How to complete this task
Scan the entries below. Return every line that includes "xChannelSelector".

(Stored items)
↓↓↓

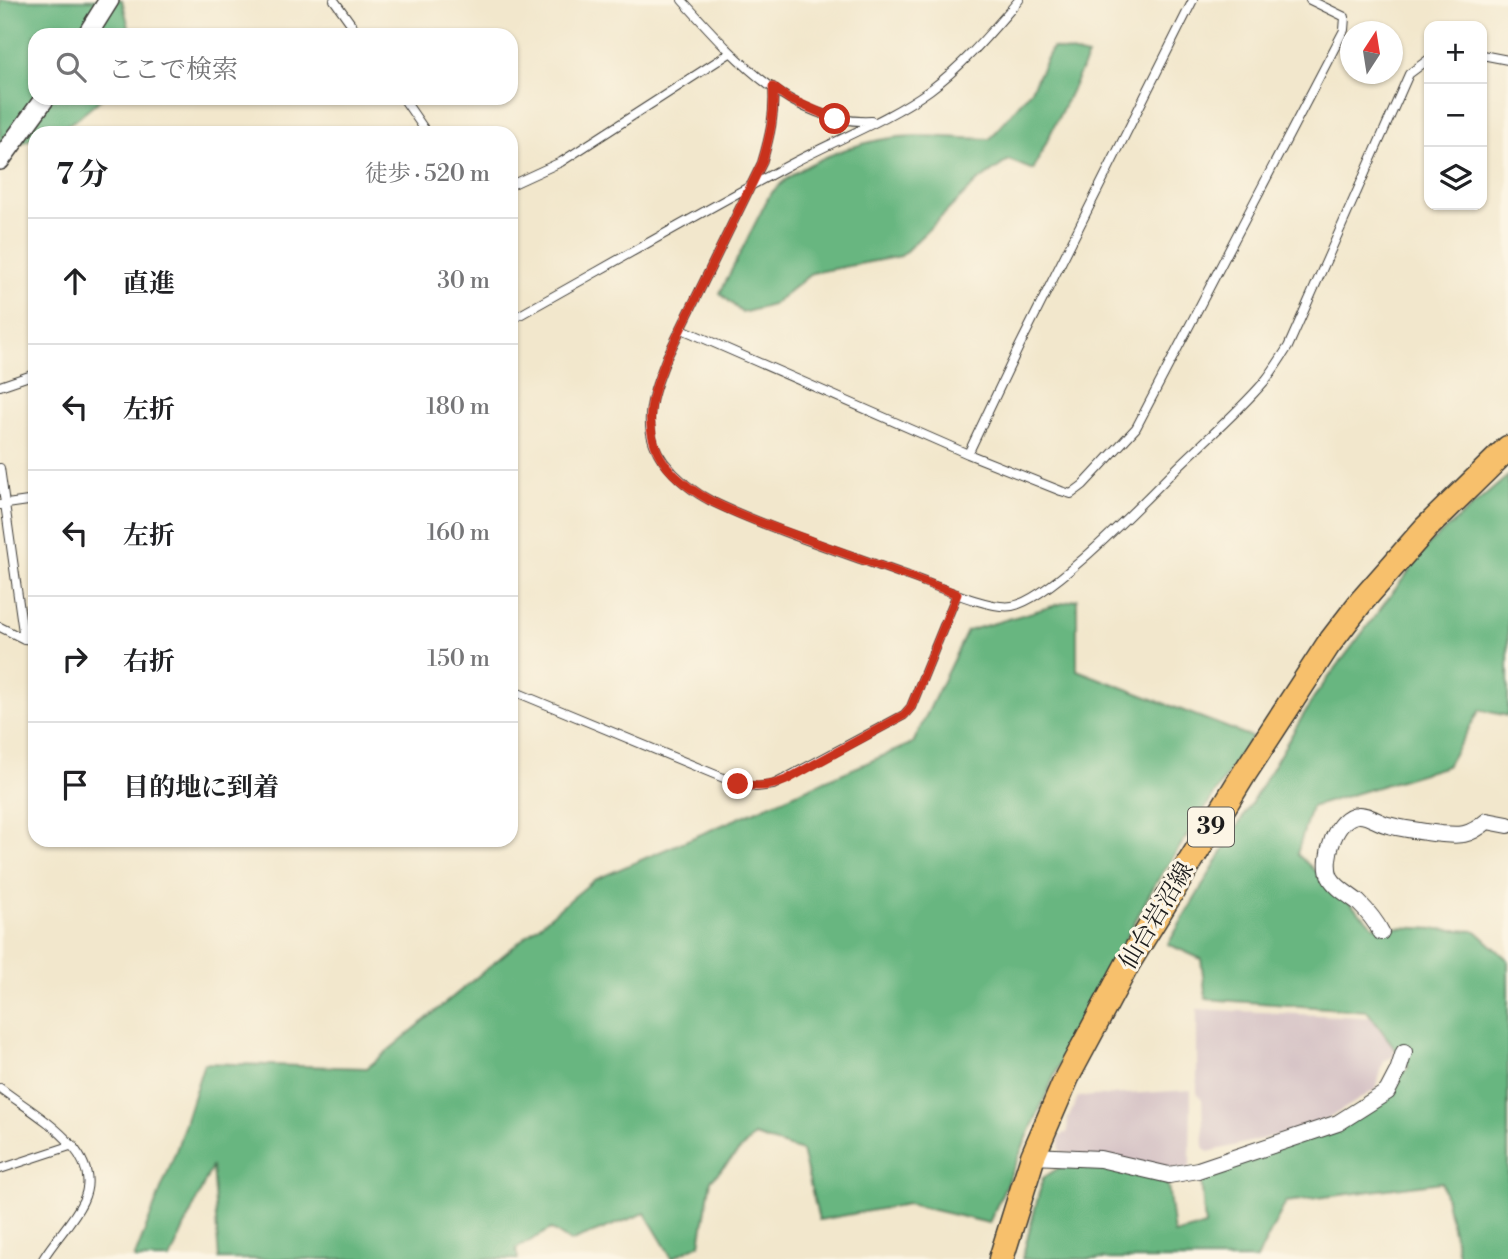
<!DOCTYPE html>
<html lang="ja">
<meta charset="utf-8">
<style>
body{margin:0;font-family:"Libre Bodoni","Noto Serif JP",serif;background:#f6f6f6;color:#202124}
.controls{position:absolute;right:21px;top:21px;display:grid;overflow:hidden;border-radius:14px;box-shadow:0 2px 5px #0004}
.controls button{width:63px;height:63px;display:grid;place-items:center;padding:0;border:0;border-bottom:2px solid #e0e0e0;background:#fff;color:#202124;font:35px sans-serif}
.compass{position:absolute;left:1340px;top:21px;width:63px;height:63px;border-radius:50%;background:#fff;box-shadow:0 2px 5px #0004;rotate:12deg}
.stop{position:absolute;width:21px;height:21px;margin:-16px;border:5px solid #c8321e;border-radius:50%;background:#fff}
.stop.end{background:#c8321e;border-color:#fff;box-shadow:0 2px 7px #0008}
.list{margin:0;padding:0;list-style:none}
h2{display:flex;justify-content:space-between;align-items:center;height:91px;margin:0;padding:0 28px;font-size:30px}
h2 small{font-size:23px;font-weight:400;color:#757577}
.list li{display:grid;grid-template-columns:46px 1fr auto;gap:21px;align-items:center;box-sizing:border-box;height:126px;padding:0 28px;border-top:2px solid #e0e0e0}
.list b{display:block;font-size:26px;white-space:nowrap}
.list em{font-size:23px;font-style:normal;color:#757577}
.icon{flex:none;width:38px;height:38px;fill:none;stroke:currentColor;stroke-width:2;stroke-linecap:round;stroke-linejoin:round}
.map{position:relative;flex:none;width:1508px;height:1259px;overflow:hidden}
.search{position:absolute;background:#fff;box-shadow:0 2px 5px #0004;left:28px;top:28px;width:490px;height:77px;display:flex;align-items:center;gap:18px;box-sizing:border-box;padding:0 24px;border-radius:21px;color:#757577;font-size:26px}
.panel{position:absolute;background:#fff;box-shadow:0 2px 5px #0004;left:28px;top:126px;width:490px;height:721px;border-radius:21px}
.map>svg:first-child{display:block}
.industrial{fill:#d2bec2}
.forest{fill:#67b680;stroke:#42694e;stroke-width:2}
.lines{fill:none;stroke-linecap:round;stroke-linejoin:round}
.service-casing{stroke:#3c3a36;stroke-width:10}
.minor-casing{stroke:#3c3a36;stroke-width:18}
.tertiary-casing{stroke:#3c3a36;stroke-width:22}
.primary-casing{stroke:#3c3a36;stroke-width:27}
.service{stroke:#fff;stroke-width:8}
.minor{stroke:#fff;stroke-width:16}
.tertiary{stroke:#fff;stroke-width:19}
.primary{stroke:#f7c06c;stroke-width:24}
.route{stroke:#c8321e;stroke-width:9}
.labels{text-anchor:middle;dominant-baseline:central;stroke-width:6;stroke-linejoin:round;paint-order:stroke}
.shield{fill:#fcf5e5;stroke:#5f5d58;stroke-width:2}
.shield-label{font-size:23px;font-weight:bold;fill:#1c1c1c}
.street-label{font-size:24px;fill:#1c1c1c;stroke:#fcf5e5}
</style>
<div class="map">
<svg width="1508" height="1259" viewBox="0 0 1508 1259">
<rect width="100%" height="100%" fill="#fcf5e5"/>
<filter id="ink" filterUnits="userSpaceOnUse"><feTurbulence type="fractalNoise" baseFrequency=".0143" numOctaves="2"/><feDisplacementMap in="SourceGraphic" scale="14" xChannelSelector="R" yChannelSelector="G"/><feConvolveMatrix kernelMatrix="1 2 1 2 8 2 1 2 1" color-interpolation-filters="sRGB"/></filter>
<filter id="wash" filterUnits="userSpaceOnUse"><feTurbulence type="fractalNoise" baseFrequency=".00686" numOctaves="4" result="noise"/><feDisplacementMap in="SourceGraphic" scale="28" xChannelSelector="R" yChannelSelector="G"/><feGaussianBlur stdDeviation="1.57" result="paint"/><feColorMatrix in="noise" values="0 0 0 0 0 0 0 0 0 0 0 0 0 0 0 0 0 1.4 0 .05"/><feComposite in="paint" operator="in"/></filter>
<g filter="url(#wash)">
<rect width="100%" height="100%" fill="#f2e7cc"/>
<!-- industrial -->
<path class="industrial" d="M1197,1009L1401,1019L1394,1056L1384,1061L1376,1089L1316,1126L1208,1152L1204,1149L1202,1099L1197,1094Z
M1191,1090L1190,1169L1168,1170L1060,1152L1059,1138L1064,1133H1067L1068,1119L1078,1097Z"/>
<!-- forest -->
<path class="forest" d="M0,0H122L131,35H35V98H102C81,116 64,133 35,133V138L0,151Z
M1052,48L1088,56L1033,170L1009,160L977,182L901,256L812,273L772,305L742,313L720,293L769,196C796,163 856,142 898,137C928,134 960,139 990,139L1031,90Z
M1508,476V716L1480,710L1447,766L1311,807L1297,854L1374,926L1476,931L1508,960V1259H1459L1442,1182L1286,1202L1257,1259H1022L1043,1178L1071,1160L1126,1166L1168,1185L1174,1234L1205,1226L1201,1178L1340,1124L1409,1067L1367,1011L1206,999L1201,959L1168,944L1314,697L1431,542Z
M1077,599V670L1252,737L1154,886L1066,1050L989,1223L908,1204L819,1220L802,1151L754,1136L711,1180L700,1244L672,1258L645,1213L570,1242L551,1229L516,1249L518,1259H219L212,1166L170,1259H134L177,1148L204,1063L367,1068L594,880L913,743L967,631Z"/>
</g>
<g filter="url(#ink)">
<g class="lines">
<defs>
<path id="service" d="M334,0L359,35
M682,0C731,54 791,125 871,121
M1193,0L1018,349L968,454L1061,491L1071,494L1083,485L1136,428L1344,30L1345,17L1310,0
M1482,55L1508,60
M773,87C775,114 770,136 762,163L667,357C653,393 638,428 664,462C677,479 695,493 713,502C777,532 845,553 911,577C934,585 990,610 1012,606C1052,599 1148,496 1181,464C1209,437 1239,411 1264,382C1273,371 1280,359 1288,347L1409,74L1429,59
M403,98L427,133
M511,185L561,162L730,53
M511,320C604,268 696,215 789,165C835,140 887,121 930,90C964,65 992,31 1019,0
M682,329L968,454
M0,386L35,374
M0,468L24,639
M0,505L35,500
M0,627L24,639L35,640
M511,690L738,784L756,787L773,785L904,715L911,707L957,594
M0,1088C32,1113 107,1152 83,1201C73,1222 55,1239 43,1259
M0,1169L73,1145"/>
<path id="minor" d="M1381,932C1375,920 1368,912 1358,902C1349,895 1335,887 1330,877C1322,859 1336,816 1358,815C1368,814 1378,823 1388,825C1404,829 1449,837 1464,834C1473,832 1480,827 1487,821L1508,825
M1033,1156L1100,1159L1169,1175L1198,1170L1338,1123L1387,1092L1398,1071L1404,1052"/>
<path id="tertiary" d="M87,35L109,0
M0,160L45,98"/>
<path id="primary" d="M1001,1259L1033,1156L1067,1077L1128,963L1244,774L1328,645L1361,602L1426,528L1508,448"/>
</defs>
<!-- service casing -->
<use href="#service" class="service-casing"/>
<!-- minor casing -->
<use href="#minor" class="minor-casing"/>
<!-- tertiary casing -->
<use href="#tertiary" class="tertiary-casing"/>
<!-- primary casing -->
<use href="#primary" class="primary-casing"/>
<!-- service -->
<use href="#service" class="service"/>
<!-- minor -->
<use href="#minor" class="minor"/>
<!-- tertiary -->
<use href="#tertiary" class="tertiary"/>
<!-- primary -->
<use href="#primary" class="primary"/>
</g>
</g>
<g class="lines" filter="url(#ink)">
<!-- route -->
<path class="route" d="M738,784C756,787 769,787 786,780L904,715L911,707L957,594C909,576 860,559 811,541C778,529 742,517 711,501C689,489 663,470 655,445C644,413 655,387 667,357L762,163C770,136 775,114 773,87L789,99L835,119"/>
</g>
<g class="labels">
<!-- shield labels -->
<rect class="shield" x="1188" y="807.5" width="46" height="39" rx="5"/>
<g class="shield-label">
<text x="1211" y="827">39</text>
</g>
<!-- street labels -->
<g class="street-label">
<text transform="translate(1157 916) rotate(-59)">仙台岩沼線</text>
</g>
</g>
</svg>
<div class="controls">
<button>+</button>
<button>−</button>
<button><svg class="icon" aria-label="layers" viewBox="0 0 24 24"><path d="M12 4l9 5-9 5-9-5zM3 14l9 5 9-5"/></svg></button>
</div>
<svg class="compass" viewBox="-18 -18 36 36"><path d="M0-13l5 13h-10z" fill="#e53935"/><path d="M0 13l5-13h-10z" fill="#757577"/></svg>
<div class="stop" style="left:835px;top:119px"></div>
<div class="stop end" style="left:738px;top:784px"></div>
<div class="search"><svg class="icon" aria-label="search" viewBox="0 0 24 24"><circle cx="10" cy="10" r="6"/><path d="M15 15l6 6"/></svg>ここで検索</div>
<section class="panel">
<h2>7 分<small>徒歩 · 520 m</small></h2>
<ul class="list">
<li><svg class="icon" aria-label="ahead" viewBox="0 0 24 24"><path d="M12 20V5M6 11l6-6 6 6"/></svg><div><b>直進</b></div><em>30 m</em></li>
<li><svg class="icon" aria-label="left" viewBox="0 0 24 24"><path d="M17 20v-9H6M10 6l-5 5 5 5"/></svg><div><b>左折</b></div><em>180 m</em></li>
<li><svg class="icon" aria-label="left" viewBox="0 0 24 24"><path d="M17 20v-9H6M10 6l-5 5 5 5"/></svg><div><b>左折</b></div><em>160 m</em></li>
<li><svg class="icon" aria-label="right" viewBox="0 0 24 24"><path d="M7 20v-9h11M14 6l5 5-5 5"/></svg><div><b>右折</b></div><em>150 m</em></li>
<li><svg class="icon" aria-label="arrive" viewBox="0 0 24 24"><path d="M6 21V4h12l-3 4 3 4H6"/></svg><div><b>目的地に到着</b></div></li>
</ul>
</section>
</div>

↑↑↑

Response
<filter id="ink" filterUnits="userSpaceOnUse"><feTurbulence type="fractalNoise" baseFrequency=".0143" numOctaves="2"/><feDisplacementMap in="SourceGraphic" scale="14" xChannelSelector="R" yChannelSelector="G"/><feConvolveMatrix kernelMatrix="1 2 1 2 8 2 1 2 1" color-interpolation-filters="sRGB"/></filter>
<filter id="wash" filterUnits="userSpaceOnUse"><feTurbulence type="fractalNoise" baseFrequency=".00686" numOctaves="4" result="noise"/><feDisplacementMap in="SourceGraphic" scale="28" xChannelSelector="R" yChannelSelector="G"/><feGaussianBlur stdDeviation="1.57" result="paint"/><feColorMatrix in="noise" values="0 0 0 0 0 0 0 0 0 0 0 0 0 0 0 0 0 1.4 0 .05"/><feComposite in="paint" operator="in"/></filter>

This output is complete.